You get my drift, Sir?

14th November 2003 at 00:00
English is not plain. Ask anyone who doesn't use it as a first language and you'll understand - or not, depending on the words used. Bill Hicks finds out how to get pupils to cotton on

Good morning, animals. Siddown! It's autumn. Season of mists. Exams just around the corner. You will turn over a new leaf! What will you do? Knuckle down! Understood? Good. Right. Eyes on the board, cretins! Do I have to spell it out, lad?"

This - or something like it - was how a science teacher introduced himself to a class of 14-year-old boys at a state secondary school in south London some 35 years ago.

No teacher would speak like that now, would they? The mixture of insult and cliche would not impress inspectors. Our teacher - sorry, master - got away with it because he used the idiom of his day, and of his profession. Such "masters" routinely resorted to this style of invective. He could safely assume his class got his drift.

"Idiom", says my dictionary, is "the language peculiar to a people or district, community or class". An idiom is an expression whose meaning "cannot be derived from the meaning of its individual elements". I'd go further. Idiom is the live language, with all its faults, ugliness, difficulty and beauty. As opposed to the pure, dead language of grammarians.

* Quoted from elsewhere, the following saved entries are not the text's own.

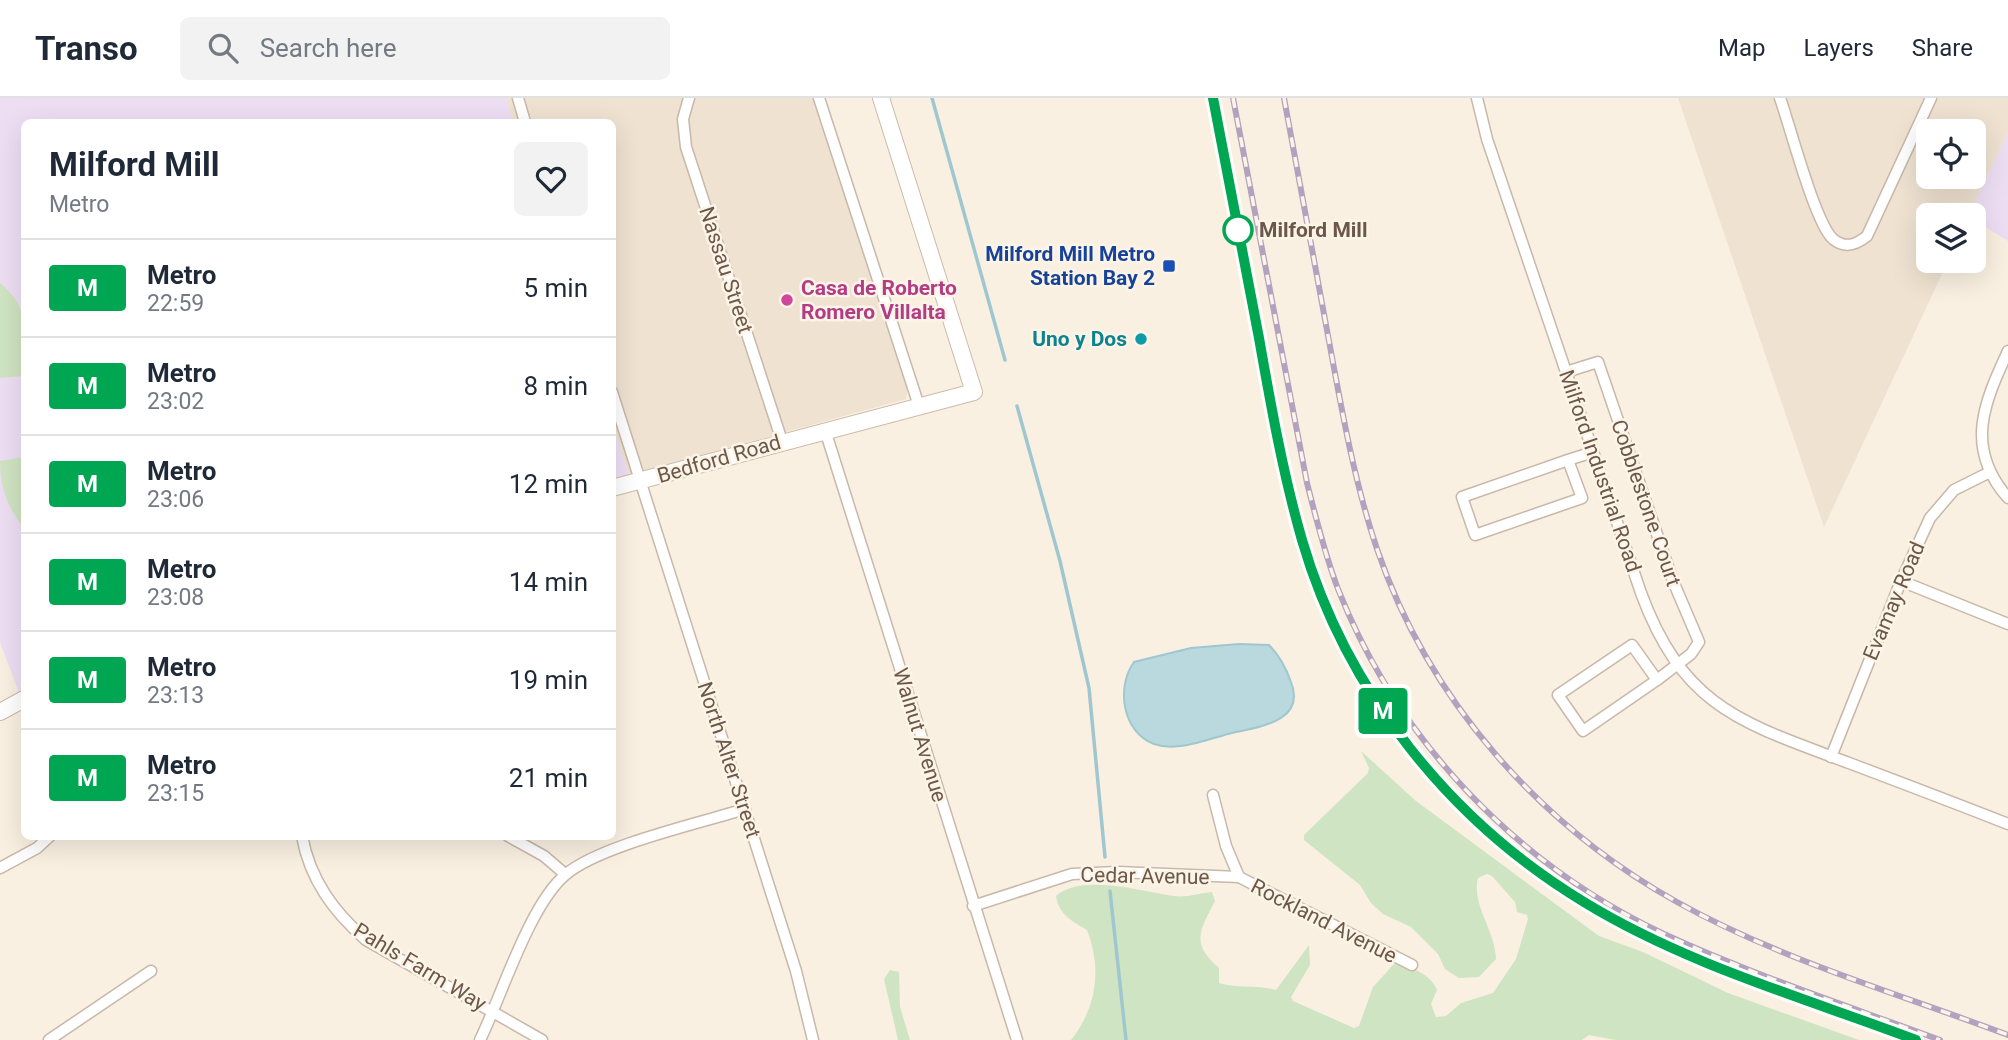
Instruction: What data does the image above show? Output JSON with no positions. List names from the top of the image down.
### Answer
{
  "streets": {
    "street": [
      "Nassau Street",
      "Bedford Road",
      "Milford Industrial Road",
      "Cobblestone Court",
      "Evamay Road",
      "Walnut Avenue",
      "North Alter Street",
      "Cedar Avenue",
      "Rockland Avenue",
      "Pahls Farm Way"
    ]
  },
  "crossings": [
    ["Nassau Street", "Bedford Road"],
    ["Bedford Road", "Walnut Avenue"],
    ["Bedford Road", "North Alter Street"],
    ["Milford Industrial Road", "Cobblestone Court"],
    ["Milford Industrial Road", "Evamay Road"],
    ["Walnut Avenue", "Cedar Avenue"],
    ["Cedar Avenue", "Rockland Avenue"]
  ],
  "places": {
    "other": ["Milford Mill", "Casa de Roberto Romero Villalta", "Uno y Dos"],
    "transit": ["Milford Mill Metro Station Bay 2"]
  },
  "lines": ["metro line M"],
  "page": {
    "header": "Transo",
    "search": "Search here",
    "nav": ["Map", "Layers", "Share"],
    "on_map": "M",
    "heading": ["Milford Mill", "Metro"],
    "list": [
      {
        "mark": "M",
        "name": "Metro",
        "note": "22:59",
        "value": "5 min"
      },
      {
        "mark": "M",
        "name": "Metro",
        "note": "23:02",
        "value": "8 min"
      },
      {
        "mark": "M",
        "name": "Metro",
        "note": "23:06",
        "value": "12 min"
      },
      {
        "mark": "M",
        "name": "Metro",
        "note": "23:08",
        "value": "14 min"
      },
      {
        "mark": "M",
        "name": "Metro",
        "note": "23:13",
        "value": "19 min"
      },
      {
        "mark": "M",
        "name": "Metro",
        "note": "23:15",
        "value": "21 min"
      }
    ]
  }
}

As would-be teachers, should you be trying to reduce your use of idiom? Is there an equivalent, acceptable teachers' idiom in 2003? The questions arise partly because we live in a more fragmented society, and partly because many more pupils do not have English as their first language. You obviously have to make yourself understood to all your pupils as far as possible.

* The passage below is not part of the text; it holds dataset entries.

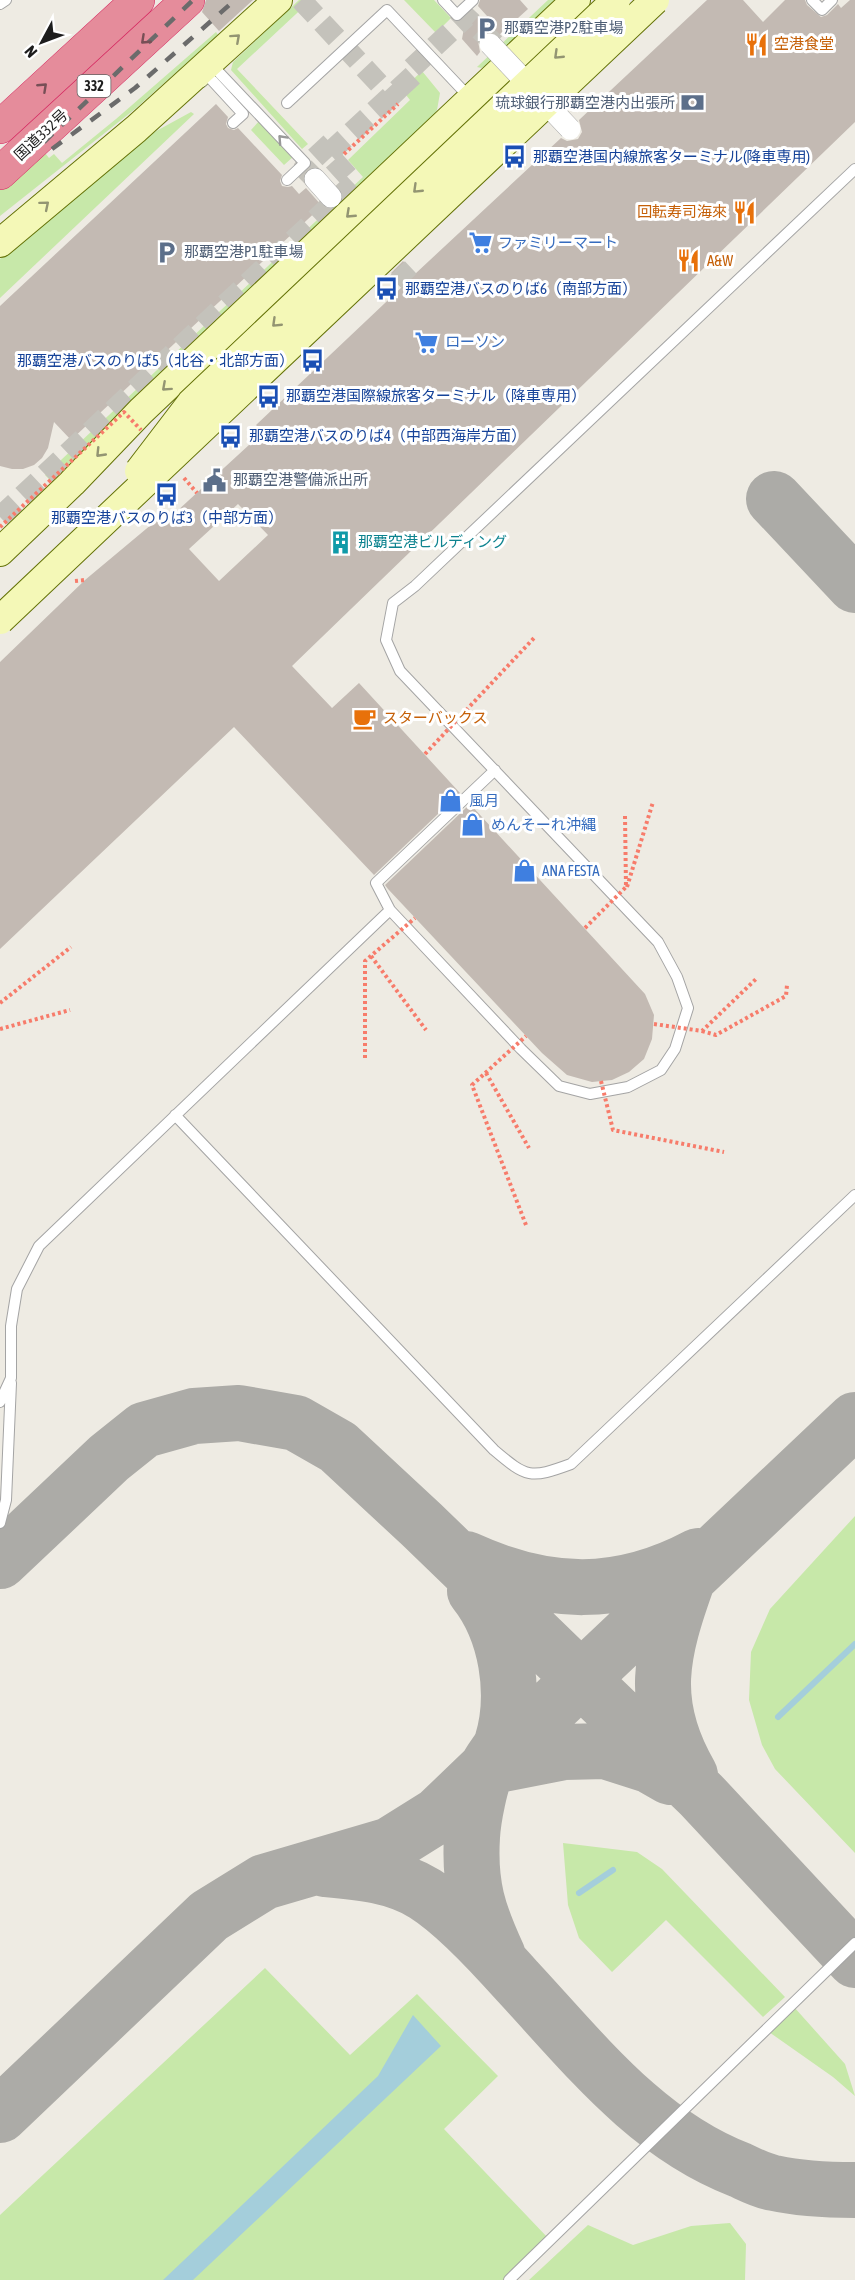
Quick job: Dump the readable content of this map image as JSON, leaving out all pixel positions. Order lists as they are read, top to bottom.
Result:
{
  "streets": {
    "highway": ["332", "国道332号"]
  },
  "places": {
    "parking": ["那覇空港P2駐車場", "那覇空港P1駐車場"],
    "restaurant": ["空港食堂", "回転寿司海來", "A&W"],
    "bank": ["琉球銀行那覇空港内出張所"],
    "bus stop": [
      "那覇空港国内線旅客ターミナル(降車専用)",
      "那覇空港バスのりば6（南部方面）",
      "那覇空港バスのりば5（北谷・北部方面）",
      "那覇空港国際線旅客ターミナル（降車専用）",
      "那覇空港バスのりば4（中部西海岸方面）",
      "那覇空港バスのりば3（中部方面）"
    ],
    "supermarket": ["ファミリーマート", "ローソン"],
    "public building": ["那覇空港警備派出所"],
    "building": ["那覇空港ビルディング"],
    "cafe": ["スターバックス"],
    "shop": ["風月", "めんそーれ沖縄", "ANA FESTA"]
  },
  "north": "bottom left"
}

Your English learners should be receiving extra language support from qualified teachers of English as an Additional Language (EAL), and in some cases, bilingual assistants. They can help you, as well as the pupils, overcome specific language problems. While you're worrying about EAL pupils, you might also ask: how much sense am I making to the mildly aphasic girl in the corner, the boy who may be slightly autistic, the child whose Jehovah's Witness parents have never allowed her to watch television? They all speak English and only English, but whose English?

Trying to strip your speech of all idiom, of anything whose meaning is not deducible from a dictionary definition of each word - is not recommended by any of the EAL teachers I consulted via the NGFL's EAL-bilingual mailing list.

This approach is rejected outright by multicultural education expert Robin Richardson, director of the Insted consultancy. "Metaphors are the lifeblood of language and it is neither possible nor desirable to protect kids from them," he says.

"Rather, teachers should monitor their own language so that they don't make unwarranted assumptions about children's linguistic experience and don't cause avoidable misunderstandings."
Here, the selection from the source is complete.